• Work to complete: The answer must consist of every line from the entries below that contains the word "boxes".

[Records from a data collection]
════════

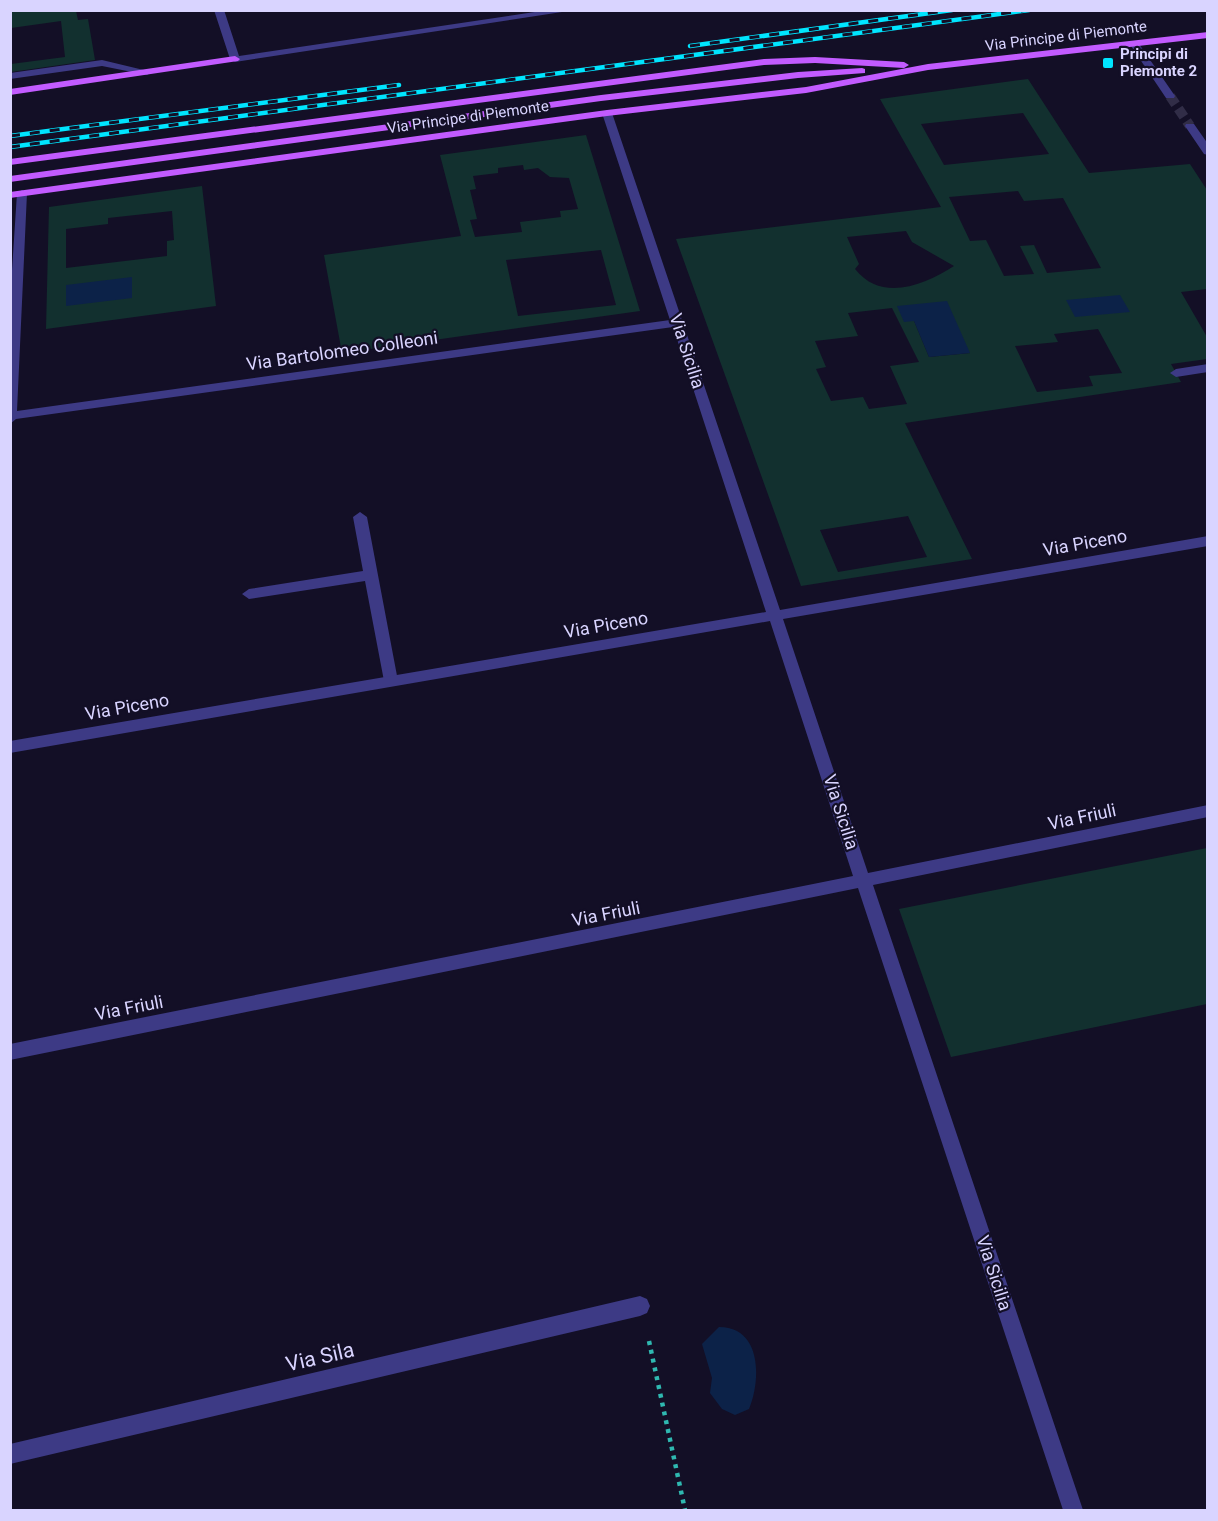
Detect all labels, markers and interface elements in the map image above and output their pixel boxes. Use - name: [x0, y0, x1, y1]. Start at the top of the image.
- street label: Via Principe di Piemonte: [984, 17, 1148, 55]
- place label: Principi di Piemonte 2: [1120, 45, 1198, 80]
- marker: Principi di Piemonte 2: [1101, 56, 1115, 70]
- street label: Via Principe di Piemonte: [386, 97, 550, 137]
- street label: Via Sicilia: [666, 311, 709, 391]
- street label: Via Bartolomeo Colleoni: [245, 327, 439, 374]
- street label: Via Piceno: [1041, 525, 1129, 560]
- street label: Via Piceno: [562, 607, 650, 642]
- street label: Via Piceno: [83, 689, 171, 724]
- street label: Via Sicilia: [820, 772, 863, 852]
- street label: Via Friuli: [1046, 799, 1118, 834]
- street label: Via Friuli: [570, 897, 642, 930]
- street label: Via Friuli: [93, 991, 165, 1024]
- street label: Via Sicilia: [973, 1233, 1016, 1313]
- street label: Via Sila: [284, 1338, 356, 1376]

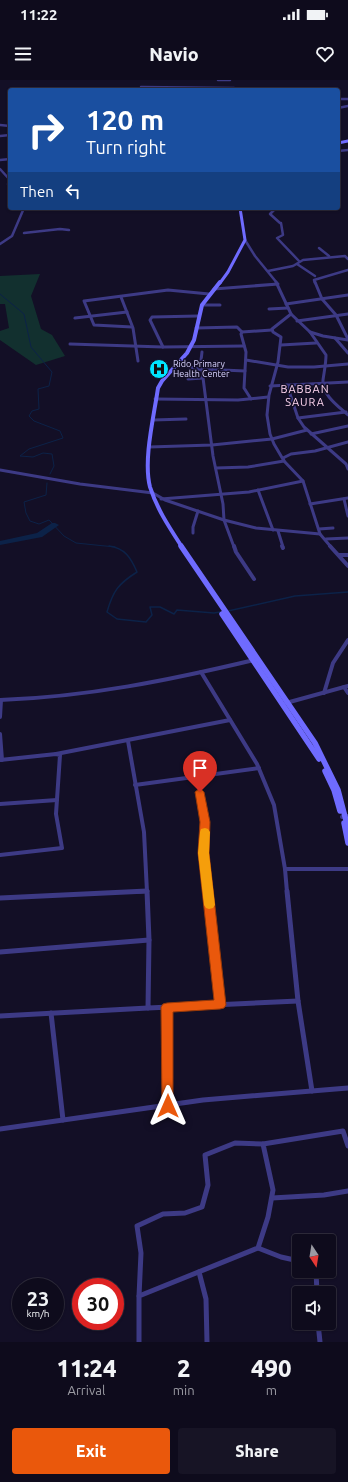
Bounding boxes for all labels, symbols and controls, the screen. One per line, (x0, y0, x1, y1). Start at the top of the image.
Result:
text: 11:22 (20, 6, 58, 23)
icon: menu (12, 43, 34, 65)
icon: heart (314, 43, 336, 65)
text: Navio (149, 44, 199, 64)
icon: right (20, 104, 72, 156)
text: 120 m (86, 104, 164, 135)
text: Turn right (86, 137, 166, 157)
icon: left (62, 180, 84, 202)
text: Then (20, 183, 54, 200)
hospital icon: Rido Primary Health Center (148, 358, 170, 380)
place label: Rido Primary Health Center (173, 359, 230, 379)
district label: BABBAN SAURA (280, 383, 330, 408)
pin (183, 751, 217, 792)
icon: arrive (189, 757, 211, 779)
position arrow (147, 1085, 189, 1127)
north arrow (292, 1234, 336, 1278)
map controls (292, 1234, 336, 1330)
speed limit sign: 30 (72, 1278, 124, 1330)
button: sound (292, 1286, 336, 1330)
text: 23 (27, 1287, 49, 1310)
text: km/h (26, 1308, 50, 1319)
text: 11:24 (56, 1355, 116, 1382)
text: 2 (177, 1355, 190, 1382)
text: 490 (251, 1355, 292, 1382)
text: Arrival (67, 1383, 105, 1397)
text: min (173, 1383, 195, 1397)
text: m (266, 1383, 277, 1397)
button: Exit (12, 1428, 170, 1474)
button: Share (178, 1428, 336, 1474)

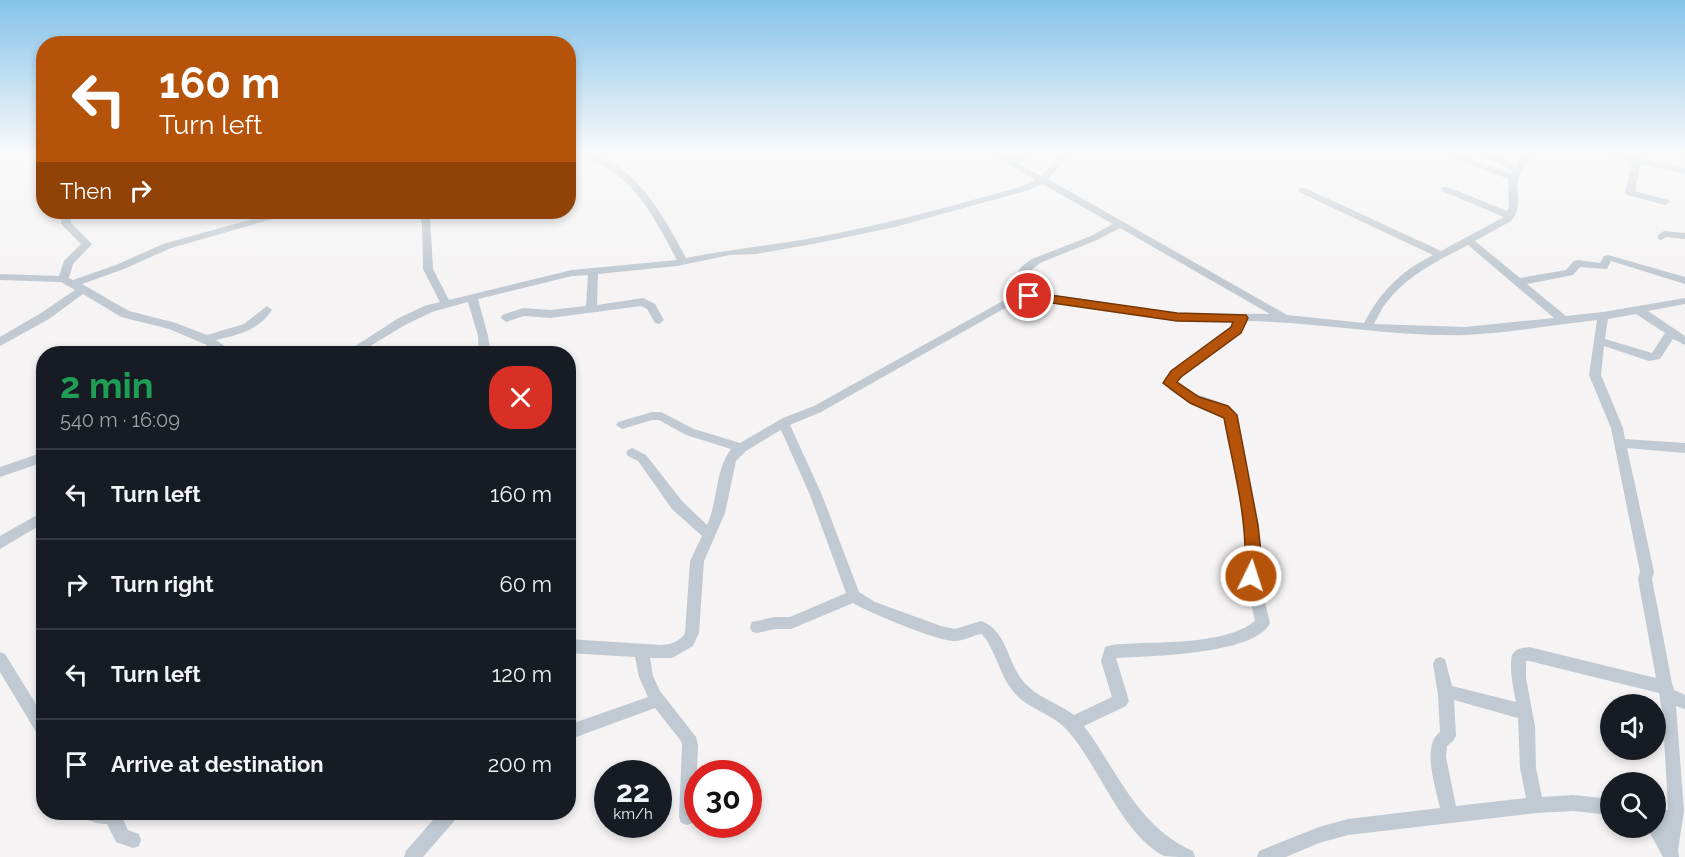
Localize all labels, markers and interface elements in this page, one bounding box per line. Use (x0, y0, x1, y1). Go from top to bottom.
text: 160 m (159, 59, 280, 108)
icon: left (60, 60, 138, 138)
text: Turn left (159, 109, 262, 140)
icon: right (124, 174, 157, 207)
text: Then (60, 178, 112, 204)
pin (1003, 270, 1054, 321)
icon: arrive (1012, 279, 1045, 312)
text: 2 min (60, 364, 153, 406)
button: close (489, 366, 552, 429)
text: 540 m · 16:09 (60, 408, 180, 432)
icon: left (60, 478, 93, 511)
text: Turn left (111, 481, 201, 507)
text: 160 m (490, 481, 552, 507)
position arrow (1219, 544, 1283, 608)
icon: right (60, 568, 93, 601)
text: Turn right (111, 571, 214, 597)
text: 60 m (499, 571, 552, 597)
icon: left (60, 658, 93, 691)
text: Turn left (111, 661, 201, 687)
text: 120 m (492, 661, 552, 687)
map controls (1600, 694, 1666, 838)
button: sound (1600, 694, 1666, 760)
icon: arrive (60, 748, 93, 781)
text: Arrive at destination (111, 751, 324, 777)
text: 200 m (488, 751, 552, 777)
speed limit sign: 30 (684, 760, 762, 838)
button: search (1600, 772, 1666, 838)
text: 22 (616, 774, 650, 809)
text: km/h (613, 805, 653, 823)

════════

• Written response:
Detect all labels, markers and interface elements in the map image above and output their pixel boxes. Use - name: [x0, y0, x1, y1]. Start at the top of the image.
Bounding boxes for all labels, symbols and controls, the screen. One per line, (x0, y0, x1, y1). Start at the top of the image.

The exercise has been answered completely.